◆ **WHAT NEEDS TO BE DONE**
Gather all lines in the entries that include the word "rows".

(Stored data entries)
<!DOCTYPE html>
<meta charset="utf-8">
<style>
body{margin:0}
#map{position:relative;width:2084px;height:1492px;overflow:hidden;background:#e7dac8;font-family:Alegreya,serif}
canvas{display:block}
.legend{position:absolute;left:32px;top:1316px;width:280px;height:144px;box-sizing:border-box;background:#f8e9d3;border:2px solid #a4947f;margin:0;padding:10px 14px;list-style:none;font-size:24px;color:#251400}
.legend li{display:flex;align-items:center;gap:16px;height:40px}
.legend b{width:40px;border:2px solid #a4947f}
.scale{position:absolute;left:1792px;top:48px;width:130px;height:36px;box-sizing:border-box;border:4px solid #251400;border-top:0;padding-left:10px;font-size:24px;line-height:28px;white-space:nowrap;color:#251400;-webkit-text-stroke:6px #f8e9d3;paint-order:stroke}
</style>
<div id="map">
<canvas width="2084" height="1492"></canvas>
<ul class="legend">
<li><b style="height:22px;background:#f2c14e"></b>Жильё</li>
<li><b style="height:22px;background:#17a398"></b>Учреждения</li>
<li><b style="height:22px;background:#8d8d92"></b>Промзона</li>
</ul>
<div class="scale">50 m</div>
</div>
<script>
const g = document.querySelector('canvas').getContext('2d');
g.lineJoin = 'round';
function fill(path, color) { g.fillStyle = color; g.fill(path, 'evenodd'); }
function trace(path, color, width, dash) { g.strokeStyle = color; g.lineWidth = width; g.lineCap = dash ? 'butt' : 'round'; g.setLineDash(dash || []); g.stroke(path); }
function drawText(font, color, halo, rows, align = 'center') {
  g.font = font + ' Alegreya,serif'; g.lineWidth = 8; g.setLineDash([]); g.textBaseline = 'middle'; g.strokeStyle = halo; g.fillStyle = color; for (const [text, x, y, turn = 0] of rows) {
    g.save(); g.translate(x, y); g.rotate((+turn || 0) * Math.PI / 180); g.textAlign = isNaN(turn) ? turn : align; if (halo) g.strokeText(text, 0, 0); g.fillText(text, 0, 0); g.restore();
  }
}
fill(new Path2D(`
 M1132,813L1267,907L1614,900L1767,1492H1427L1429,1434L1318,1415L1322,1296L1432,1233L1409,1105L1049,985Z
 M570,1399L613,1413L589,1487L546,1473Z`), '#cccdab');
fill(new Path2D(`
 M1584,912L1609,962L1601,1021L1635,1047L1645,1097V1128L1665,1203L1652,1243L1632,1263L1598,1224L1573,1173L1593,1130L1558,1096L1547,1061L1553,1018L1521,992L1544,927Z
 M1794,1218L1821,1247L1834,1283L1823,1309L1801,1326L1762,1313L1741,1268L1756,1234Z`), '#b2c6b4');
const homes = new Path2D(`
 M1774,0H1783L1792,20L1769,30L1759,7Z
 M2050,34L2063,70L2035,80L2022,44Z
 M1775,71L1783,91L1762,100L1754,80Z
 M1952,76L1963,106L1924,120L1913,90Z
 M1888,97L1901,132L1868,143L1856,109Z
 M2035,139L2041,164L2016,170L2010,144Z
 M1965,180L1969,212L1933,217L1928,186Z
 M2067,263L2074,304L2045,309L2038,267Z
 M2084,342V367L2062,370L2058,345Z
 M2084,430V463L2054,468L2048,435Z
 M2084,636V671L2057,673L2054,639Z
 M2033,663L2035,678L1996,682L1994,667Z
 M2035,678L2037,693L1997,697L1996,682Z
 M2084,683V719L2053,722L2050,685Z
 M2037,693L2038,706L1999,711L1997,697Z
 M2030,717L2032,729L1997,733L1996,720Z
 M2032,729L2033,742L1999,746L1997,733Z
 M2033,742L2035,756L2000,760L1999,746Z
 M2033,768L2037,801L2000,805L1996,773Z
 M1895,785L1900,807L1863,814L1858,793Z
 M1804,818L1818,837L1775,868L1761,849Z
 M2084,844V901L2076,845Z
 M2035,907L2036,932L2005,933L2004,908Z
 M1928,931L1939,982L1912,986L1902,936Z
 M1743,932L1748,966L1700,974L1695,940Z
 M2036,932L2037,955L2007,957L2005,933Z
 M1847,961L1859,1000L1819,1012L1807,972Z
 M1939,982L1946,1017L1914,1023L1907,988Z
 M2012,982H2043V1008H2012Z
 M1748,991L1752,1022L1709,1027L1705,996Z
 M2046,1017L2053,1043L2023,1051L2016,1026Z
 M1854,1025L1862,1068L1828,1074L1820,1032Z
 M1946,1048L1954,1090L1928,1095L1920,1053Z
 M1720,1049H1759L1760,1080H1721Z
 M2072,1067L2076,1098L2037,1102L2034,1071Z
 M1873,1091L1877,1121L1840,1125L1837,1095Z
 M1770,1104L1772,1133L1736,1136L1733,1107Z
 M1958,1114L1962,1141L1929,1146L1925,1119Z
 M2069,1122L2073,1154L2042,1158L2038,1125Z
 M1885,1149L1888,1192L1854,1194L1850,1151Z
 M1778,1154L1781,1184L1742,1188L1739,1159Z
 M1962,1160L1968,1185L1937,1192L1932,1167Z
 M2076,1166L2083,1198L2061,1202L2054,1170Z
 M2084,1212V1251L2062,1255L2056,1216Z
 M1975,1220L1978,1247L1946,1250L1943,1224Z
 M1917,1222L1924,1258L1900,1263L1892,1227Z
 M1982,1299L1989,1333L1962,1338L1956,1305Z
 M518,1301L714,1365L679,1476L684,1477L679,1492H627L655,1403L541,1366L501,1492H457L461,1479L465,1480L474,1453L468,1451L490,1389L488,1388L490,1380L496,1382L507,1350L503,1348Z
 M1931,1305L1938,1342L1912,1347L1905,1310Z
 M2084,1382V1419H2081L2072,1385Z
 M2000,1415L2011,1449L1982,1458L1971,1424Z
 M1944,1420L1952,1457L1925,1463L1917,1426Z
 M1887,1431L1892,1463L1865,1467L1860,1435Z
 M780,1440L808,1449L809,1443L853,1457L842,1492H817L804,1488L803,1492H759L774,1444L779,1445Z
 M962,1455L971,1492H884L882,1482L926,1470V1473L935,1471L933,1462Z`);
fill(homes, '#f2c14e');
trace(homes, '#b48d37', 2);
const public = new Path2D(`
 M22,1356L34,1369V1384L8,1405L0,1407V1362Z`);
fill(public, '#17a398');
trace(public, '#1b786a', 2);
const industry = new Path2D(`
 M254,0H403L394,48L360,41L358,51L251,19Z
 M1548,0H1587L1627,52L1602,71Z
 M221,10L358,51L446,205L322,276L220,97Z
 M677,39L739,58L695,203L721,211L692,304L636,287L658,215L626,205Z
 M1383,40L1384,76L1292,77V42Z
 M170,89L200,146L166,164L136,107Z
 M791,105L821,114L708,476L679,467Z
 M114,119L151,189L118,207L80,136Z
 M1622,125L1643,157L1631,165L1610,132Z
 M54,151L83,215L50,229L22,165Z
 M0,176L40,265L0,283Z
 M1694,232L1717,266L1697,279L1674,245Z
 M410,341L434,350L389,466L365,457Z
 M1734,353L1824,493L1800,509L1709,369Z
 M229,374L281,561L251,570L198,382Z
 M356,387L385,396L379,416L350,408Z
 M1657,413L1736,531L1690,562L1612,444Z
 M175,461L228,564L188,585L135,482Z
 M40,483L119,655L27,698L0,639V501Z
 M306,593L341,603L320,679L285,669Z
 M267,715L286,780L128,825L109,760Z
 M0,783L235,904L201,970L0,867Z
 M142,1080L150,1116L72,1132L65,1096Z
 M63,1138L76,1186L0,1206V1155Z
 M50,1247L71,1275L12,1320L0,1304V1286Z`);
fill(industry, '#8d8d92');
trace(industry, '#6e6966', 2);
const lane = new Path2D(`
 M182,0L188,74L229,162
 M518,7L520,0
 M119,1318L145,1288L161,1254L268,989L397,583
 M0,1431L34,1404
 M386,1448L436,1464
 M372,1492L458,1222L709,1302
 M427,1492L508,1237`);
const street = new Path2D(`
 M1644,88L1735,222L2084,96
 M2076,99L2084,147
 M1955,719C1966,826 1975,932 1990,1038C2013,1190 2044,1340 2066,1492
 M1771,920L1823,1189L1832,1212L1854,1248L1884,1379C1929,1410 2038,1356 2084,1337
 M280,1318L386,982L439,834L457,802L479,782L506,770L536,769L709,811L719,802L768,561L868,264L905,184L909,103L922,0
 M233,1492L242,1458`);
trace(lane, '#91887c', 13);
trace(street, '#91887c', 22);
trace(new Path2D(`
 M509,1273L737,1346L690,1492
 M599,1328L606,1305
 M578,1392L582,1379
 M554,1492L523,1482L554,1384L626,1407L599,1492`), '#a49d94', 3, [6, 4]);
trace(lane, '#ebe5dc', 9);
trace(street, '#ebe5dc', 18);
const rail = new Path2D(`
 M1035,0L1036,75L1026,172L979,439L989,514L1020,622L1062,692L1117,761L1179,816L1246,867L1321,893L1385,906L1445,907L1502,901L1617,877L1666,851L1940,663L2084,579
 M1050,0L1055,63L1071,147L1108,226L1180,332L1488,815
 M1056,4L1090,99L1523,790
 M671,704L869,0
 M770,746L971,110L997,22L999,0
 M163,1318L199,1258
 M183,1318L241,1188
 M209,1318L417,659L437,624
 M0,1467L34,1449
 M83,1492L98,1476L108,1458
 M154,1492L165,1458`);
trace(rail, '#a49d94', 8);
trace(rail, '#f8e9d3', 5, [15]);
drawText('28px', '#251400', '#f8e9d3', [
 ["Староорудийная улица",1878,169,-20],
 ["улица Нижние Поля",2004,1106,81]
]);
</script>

◆ **RESPONSE TO THIS TASK**
function drawText(font, color, halo, rows, align = 'center') {
  g.font = font + ' Alegreya,serif'; g.lineWidth = 8; g.setLineDash([]); g.textBaseline = 'middle'; g.strokeStyle = halo; g.fillStyle = color; for (const [text, x, y, turn = 0] of rows) {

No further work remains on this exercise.